Il ne chercha pas à en savoir davantage. Patrick n'était jamais accompagné de femmes. Cette Gwendolyn devait être une simple connaissance.

Après avoir raccroché, Gwendolyn se tourna vers Juliette :

- Tu viens avec moi ? On pourra manger sur place.

La petite, enfermée à la maison depuis des jours, sauta de joie.

- Super !

À ce moment-là, Camille, la gouvernante, revint des courses. Célibataire, elle vivait avec Gwendolyn depuis six ans et considérait sa famille comme la sienne. En voyant Juliette enfiler son manteau à motifs de lapin, elle lui sourit.

- Tu sors avec ta maman ?

Juliette, miniature de sa mère, savait attendrir n'importe qui avec ses grands yeux et son air sage. Elle était adorable dans son manteau rose.

Gwendolyn attrapa le sac contenant le manteau, prit la main de Juliette.

- Je sors un moment. Pouvez-vous aller chercher les garçons à l'école, Mme Ziegler ?

- Aucun problème. Profitez bien de votre sortie.

Camille repensa à la peur qu'elle avait eue lors de leur passage au village, quand Juliette était tombée gravement malade. Depuis, elle avait décidé de ne plus s'absenter. Elle resterait désormais auprès des enfants.

Juliette lança gaiement :

- Je vous rapporterai plein de bonnes choses, Madame Ziegler !

- Merci, Juliette.

En sortant, Gwendolyn se rappela qu'elle devait bientôt verser le salaire de Camille. Il lui fallait absolument un travail en plus.

Elle prit sa vieille Fiat et se rendit au restaurant. À peine entrée, Juliette s'exclama :

- Miam ! Tout a l'air délicieux ! Je vais commander pour Justin, Julian et Madame Ziegler !

Bien qu'elle paraisse fragile, Juliette mangeait plus que ses frères.

- D'accord.

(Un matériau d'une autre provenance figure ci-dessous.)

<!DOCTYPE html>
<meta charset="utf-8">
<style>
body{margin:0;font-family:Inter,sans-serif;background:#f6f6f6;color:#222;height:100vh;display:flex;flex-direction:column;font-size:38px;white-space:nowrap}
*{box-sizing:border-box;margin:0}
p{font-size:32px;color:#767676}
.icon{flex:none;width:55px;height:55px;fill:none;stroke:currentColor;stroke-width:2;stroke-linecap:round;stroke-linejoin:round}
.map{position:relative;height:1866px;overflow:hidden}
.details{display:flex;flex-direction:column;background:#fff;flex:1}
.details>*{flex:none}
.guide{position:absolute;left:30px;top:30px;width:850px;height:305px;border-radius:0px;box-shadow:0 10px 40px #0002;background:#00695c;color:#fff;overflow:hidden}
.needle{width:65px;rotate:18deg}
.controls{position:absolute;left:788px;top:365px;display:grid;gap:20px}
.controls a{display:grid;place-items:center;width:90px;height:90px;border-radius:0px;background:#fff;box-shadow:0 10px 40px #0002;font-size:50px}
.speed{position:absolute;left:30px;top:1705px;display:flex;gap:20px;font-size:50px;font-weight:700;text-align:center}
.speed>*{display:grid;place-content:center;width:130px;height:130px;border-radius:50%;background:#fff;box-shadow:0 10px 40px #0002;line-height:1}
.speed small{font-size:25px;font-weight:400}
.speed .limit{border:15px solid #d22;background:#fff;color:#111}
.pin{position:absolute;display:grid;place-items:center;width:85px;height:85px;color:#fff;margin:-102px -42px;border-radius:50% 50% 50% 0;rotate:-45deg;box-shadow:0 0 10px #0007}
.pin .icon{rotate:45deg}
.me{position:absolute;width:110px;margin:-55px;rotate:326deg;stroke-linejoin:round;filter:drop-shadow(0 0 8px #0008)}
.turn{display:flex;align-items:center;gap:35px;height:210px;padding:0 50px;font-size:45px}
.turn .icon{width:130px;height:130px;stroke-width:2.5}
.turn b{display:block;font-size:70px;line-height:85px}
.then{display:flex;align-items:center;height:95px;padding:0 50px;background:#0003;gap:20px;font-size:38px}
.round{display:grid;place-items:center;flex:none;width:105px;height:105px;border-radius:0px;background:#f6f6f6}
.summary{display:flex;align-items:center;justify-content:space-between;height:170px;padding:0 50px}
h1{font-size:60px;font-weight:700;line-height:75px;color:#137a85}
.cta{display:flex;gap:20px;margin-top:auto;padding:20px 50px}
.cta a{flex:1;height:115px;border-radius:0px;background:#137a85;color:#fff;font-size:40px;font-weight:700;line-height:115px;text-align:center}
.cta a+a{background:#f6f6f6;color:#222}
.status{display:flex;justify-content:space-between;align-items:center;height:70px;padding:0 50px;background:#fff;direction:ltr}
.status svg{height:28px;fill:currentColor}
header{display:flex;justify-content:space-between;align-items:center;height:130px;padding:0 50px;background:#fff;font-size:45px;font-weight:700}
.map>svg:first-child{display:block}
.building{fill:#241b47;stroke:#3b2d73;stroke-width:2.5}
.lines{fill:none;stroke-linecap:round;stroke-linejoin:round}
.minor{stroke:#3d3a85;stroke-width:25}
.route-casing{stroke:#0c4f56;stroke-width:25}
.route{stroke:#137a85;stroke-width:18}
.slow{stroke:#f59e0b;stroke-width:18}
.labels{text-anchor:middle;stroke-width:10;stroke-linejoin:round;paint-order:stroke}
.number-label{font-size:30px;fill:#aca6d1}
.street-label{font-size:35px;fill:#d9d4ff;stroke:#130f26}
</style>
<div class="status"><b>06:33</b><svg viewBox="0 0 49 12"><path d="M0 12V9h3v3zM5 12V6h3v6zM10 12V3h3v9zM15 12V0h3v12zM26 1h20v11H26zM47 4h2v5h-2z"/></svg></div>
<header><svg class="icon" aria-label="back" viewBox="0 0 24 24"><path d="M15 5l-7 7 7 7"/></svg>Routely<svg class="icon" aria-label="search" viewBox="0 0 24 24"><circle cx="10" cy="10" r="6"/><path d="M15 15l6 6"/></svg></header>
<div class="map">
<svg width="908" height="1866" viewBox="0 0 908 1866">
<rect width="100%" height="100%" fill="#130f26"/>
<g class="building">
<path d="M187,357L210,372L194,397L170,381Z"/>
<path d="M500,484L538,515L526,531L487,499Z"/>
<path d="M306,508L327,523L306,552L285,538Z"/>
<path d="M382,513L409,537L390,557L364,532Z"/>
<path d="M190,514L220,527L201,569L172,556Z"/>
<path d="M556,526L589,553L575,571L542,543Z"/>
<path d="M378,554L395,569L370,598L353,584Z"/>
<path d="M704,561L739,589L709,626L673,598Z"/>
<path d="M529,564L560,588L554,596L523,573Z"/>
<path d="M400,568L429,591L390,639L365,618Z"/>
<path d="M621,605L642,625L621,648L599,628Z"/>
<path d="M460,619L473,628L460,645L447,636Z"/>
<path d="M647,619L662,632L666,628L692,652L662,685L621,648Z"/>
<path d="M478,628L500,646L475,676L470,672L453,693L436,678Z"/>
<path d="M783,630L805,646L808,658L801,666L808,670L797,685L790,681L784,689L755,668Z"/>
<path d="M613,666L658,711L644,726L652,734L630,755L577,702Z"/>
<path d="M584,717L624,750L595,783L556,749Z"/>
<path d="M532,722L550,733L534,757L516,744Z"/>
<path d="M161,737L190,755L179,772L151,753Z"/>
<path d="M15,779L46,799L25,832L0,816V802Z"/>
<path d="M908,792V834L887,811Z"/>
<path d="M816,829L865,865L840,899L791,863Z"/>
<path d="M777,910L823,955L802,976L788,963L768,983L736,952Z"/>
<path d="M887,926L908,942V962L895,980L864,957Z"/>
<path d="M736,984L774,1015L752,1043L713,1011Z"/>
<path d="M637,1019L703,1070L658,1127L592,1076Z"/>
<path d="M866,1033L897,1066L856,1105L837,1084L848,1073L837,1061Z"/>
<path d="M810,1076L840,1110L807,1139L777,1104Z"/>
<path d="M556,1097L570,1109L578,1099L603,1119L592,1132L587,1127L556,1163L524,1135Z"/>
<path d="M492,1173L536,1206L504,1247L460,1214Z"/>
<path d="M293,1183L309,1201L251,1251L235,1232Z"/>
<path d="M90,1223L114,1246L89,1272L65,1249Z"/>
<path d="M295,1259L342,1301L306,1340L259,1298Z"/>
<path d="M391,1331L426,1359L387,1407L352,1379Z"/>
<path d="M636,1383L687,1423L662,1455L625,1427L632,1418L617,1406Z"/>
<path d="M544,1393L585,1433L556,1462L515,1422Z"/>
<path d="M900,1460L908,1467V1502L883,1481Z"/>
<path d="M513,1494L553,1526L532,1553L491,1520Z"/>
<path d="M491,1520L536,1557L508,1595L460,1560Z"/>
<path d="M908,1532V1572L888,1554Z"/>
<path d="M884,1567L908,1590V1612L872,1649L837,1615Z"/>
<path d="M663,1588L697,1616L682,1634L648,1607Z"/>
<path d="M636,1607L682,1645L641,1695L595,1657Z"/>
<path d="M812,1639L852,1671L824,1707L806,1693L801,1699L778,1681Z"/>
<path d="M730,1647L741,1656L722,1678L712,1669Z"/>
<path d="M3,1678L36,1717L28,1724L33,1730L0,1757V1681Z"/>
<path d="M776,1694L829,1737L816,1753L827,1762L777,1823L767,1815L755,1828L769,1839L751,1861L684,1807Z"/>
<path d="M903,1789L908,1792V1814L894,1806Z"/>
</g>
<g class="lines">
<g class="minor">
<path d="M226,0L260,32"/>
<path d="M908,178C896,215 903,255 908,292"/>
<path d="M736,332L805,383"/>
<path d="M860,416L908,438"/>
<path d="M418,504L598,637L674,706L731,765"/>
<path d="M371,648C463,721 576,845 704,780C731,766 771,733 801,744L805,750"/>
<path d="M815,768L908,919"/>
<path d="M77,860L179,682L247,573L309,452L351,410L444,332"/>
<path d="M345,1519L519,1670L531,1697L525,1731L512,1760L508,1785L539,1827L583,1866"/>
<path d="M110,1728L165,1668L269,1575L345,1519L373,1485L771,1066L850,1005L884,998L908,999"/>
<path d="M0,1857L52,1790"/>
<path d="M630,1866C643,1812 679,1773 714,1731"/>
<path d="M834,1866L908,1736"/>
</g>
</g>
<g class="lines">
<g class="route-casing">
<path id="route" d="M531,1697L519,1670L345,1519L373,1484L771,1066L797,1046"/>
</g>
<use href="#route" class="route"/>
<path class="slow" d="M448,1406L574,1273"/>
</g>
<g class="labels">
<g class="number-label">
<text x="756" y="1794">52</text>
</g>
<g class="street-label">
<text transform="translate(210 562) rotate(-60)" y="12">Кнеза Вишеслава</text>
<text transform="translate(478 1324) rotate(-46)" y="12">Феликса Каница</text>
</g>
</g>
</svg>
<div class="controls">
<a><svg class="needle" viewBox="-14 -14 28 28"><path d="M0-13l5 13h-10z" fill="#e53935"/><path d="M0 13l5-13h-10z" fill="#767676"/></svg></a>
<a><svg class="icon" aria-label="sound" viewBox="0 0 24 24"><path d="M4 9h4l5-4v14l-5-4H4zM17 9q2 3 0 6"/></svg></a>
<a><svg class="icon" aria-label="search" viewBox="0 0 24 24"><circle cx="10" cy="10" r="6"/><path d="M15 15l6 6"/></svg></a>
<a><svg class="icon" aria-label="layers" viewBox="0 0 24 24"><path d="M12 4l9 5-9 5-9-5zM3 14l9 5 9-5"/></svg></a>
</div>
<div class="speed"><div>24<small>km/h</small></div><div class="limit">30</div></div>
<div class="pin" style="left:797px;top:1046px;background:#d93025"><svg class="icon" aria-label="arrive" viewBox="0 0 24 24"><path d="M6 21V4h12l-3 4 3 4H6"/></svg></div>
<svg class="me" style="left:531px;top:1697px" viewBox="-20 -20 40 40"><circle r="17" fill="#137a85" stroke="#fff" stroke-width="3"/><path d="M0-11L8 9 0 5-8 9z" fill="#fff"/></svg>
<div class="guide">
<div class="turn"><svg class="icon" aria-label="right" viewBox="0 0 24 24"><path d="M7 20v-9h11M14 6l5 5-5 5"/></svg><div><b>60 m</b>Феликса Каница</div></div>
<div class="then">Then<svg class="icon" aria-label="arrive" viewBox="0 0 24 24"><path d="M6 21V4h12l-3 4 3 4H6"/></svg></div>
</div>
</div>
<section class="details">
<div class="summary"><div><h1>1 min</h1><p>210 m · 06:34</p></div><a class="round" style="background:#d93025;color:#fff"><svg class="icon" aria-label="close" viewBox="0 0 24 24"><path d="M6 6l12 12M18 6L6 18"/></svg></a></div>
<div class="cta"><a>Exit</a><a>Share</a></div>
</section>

Je te laisse choisir après. Je vais rendre le manteau.

Elles s'installèrent près de la fenêtre. Gwendolyn posa son sac et partit vers le salon privé. Juliette, ravie, feuilletait déjà le menu en regardant les images.

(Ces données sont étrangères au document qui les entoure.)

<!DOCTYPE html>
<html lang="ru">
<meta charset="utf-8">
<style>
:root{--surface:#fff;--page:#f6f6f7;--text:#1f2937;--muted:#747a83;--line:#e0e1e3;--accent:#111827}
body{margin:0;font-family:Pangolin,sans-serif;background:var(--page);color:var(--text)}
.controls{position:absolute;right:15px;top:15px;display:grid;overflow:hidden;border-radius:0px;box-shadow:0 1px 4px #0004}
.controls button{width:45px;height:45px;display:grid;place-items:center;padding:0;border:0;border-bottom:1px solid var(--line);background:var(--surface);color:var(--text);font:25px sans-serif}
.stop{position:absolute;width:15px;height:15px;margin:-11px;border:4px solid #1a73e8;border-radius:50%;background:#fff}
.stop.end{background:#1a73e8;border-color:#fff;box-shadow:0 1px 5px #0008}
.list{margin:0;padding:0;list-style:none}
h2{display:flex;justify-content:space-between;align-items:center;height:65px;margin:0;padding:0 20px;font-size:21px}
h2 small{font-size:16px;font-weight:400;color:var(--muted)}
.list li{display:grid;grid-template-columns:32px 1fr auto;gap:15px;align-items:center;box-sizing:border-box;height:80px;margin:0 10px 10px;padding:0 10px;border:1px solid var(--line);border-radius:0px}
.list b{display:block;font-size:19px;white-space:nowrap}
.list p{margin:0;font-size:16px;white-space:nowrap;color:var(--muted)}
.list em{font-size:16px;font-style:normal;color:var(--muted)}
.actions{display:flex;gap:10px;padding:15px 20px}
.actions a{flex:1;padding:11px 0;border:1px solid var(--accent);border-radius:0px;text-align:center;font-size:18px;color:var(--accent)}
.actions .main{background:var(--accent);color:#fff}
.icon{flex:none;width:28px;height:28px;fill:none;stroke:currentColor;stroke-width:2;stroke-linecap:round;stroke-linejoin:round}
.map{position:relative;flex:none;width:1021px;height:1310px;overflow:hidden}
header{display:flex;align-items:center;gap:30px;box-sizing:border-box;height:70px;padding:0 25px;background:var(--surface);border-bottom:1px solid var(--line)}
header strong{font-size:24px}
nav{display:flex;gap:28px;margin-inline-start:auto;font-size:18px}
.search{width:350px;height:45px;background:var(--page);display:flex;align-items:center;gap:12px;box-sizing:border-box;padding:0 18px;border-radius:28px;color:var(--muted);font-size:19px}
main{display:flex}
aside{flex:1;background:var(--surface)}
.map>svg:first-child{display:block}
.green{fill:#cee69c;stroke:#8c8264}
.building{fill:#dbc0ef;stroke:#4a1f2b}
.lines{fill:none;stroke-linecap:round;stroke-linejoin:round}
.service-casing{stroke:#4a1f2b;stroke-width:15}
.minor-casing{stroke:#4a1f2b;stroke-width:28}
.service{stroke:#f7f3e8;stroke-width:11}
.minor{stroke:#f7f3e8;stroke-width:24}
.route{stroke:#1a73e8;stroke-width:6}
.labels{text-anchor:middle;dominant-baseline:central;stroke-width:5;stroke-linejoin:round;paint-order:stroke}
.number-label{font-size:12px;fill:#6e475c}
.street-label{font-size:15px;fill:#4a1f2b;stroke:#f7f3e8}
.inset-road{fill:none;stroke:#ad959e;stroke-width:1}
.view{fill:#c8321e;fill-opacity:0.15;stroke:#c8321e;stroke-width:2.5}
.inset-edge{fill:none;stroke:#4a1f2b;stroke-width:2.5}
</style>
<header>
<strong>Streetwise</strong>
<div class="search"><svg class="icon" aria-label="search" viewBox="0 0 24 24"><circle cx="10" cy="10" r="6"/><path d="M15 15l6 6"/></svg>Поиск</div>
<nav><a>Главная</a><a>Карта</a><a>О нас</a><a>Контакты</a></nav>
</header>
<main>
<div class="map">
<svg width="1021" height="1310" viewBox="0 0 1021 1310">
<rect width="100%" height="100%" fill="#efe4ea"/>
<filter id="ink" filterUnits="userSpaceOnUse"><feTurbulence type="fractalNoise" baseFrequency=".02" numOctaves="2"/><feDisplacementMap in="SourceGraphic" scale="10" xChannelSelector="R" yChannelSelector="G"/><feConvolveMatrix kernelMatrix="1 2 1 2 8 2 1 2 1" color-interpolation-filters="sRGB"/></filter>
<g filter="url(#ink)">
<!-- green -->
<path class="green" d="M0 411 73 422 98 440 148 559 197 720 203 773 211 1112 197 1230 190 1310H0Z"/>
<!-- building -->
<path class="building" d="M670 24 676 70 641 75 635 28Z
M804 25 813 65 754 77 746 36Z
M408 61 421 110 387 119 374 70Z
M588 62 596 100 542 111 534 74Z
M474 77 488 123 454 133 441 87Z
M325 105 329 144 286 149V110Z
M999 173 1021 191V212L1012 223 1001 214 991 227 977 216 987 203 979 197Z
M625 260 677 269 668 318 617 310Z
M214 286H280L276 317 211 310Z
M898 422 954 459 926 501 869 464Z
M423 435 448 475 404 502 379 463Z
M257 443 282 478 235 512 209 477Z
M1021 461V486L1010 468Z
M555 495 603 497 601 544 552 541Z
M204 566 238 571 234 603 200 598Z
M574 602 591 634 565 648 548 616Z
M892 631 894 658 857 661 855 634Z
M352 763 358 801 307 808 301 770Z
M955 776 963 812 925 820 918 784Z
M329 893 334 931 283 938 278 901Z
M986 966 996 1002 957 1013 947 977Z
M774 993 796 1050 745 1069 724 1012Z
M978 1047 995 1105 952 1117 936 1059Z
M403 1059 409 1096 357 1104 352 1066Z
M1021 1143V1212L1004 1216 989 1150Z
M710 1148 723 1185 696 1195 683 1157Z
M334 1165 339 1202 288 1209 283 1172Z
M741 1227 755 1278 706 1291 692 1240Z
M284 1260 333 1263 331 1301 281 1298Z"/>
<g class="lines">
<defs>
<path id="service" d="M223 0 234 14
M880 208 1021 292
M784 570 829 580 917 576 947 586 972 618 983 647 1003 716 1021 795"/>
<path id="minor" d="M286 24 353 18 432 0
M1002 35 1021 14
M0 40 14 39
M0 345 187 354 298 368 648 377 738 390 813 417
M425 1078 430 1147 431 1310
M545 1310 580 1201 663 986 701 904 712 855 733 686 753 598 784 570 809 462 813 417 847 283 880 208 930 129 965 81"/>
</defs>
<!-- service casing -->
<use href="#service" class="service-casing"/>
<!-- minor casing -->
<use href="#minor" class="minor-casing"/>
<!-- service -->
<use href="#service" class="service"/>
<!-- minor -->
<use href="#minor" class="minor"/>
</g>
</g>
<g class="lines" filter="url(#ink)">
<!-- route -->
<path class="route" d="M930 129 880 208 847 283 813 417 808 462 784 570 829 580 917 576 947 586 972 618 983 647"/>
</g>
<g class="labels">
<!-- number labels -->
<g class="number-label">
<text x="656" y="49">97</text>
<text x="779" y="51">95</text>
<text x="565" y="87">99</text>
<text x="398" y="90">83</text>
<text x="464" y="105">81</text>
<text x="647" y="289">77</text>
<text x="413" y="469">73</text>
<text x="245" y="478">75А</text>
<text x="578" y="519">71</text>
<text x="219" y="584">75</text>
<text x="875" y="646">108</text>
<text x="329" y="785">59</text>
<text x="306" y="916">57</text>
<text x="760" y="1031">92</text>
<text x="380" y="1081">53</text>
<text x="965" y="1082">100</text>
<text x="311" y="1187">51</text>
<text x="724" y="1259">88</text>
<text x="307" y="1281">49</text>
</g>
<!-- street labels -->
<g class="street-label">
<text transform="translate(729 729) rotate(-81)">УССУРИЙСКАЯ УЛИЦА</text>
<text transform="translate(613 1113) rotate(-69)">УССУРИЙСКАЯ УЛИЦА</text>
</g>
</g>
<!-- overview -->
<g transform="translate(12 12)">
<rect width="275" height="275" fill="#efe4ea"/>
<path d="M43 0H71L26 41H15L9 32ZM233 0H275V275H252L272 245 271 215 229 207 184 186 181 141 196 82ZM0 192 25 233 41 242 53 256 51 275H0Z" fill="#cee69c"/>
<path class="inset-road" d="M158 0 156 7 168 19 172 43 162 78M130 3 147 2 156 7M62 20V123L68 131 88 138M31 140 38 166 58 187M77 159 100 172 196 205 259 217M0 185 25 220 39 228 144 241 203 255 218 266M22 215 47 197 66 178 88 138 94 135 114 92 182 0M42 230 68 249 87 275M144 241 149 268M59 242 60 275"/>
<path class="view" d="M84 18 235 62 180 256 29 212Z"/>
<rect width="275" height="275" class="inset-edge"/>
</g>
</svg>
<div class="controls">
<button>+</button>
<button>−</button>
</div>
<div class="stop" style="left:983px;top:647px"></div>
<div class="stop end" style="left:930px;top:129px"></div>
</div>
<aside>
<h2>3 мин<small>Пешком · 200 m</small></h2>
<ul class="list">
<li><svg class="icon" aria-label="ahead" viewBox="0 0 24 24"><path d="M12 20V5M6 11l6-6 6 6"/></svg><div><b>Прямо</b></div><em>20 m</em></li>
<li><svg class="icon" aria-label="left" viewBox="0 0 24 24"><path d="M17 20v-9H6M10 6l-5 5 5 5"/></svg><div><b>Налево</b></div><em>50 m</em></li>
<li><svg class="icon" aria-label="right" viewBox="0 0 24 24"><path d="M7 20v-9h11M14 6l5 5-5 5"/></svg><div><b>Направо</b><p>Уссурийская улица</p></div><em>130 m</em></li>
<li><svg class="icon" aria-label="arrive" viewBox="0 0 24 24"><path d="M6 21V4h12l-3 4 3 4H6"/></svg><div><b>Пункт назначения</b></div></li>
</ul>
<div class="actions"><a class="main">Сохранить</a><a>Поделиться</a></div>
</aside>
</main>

En passant devant la salle VIP, Gwendolyn aperçut une silhouette familière. Felicia. Cela faisait six ans. Elle avait beaucoup changé, visiblement passée par la case chirurgie. Jolie, mais sans charme particulier, elle ressemblait aux influenceuses qu'on voyait partout.

En la voyant entrer dans la salle 101, Gwendolyn s'approcha de l'homme qui attendait à l'entrée.

- Vous êtes M. Derner ?

Elle lui avait envoyé un message pour prévenir de son arrivée. Il lui avait répondu qu'il l'attendrait.

Liam la détailla : manteau noir, pantalon ajusté, longues jambes. Elle avait une allure élégante et un visage séduisant.

- Oui. Vous êtes Mme Ashton ?

Elle acquiesça, puis demanda :

- Qui est la femme qui vient d'entrer ?

- La fiancée de M. Lowen, répondit-il, un sourire aux lèvres.

Le visage de Gwendolyn se ferma aussitôt. Elle perdit d'un coup toute la bonne impression qu'elle avait pu avoir de Patrick. Elle voulait simplement lui rendre le manteau et le remercier, mais changea d'avis.

- C'est son manteau. Remettez-le-lui, s'il vous plaît.

Sans attendre de réponse, elle tourna les talons et s'éloigna.

Liam resta un instant figé. Il pensa la retenir, mais se ravisa. Patrick rencontrait sa fiancée pour la première fois. Ce n'était pas le moment de se faire interrompre par une autre femme.

Quand Gwendolyn regagna sa table, Juliette avait disparu.